AIM OF THE EXERCISE: Among the entries, which lines carry the string "Golf"? Copy each of them.

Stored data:
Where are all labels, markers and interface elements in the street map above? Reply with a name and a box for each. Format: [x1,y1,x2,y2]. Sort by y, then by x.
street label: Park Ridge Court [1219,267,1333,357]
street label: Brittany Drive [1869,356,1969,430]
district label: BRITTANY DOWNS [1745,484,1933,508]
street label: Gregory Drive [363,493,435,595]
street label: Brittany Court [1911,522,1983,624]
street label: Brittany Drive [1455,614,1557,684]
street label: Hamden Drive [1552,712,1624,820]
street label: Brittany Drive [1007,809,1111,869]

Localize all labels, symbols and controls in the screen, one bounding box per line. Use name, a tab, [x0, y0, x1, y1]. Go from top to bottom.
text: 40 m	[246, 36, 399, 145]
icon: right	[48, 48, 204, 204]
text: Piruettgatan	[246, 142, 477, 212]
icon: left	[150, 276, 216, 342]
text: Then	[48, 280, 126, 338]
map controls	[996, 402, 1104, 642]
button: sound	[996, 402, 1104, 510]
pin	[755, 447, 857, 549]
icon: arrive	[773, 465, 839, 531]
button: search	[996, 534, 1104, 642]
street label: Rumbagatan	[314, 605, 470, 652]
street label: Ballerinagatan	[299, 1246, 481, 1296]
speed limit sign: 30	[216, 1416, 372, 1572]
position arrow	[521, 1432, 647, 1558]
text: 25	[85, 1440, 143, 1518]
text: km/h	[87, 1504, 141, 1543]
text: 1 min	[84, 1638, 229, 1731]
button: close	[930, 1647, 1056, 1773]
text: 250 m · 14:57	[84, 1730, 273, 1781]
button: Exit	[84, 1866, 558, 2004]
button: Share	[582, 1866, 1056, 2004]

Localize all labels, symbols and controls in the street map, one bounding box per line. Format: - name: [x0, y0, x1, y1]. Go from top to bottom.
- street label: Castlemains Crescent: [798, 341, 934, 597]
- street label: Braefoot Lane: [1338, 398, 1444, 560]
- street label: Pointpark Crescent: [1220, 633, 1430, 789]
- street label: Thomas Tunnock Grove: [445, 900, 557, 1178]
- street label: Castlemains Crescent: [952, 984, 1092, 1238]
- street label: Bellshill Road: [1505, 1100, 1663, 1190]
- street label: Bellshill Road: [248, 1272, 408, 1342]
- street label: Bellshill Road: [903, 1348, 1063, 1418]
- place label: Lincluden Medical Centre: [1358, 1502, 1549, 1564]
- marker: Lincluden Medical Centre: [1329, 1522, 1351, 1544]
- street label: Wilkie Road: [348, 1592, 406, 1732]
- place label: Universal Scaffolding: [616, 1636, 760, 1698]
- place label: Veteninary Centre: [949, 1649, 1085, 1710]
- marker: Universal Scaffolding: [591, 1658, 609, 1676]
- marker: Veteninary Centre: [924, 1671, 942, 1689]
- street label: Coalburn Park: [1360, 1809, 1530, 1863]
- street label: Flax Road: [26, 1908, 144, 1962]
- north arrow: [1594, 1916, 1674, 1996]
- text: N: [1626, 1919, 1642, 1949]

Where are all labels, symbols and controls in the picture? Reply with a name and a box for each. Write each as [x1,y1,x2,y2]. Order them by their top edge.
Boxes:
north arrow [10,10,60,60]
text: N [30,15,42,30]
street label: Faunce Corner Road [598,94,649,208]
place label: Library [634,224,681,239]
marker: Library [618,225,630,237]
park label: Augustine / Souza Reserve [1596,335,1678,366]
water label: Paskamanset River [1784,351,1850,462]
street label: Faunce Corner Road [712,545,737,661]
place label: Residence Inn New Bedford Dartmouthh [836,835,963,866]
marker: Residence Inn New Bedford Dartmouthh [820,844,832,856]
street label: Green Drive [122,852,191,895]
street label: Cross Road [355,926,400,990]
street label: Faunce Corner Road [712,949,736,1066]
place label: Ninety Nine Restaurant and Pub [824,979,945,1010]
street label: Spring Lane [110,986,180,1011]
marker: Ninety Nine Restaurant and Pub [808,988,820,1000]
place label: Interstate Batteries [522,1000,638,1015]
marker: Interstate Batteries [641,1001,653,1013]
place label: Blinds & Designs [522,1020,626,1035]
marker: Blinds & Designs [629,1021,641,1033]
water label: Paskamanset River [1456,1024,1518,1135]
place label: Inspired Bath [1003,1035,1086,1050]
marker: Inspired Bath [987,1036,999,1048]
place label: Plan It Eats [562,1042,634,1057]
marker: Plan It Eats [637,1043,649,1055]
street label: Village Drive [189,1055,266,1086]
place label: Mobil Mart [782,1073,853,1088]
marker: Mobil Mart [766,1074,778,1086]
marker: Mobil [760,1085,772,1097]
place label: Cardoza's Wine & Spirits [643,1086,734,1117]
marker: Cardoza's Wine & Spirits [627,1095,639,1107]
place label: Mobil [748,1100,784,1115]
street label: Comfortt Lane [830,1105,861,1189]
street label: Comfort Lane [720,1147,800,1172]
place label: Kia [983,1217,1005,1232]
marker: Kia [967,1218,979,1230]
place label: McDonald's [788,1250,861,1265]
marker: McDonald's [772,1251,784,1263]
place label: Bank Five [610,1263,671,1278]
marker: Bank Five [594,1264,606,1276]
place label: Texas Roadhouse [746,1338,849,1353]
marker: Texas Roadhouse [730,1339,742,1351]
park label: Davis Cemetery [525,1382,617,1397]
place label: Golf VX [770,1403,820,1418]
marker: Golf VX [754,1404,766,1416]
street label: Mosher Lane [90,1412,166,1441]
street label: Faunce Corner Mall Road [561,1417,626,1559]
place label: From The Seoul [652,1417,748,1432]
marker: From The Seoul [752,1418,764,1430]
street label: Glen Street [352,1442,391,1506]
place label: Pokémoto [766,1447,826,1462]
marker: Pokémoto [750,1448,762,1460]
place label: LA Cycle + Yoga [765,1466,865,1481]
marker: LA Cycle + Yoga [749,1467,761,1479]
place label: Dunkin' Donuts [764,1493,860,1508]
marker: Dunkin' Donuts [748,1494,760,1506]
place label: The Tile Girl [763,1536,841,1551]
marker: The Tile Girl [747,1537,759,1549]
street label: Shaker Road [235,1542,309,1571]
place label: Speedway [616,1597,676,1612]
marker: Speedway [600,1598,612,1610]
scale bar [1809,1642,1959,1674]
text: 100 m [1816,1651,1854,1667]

ANSWER SECTION:
place label: Golf VX [770,1403,820,1418]
marker: Golf VX [754,1404,766,1416]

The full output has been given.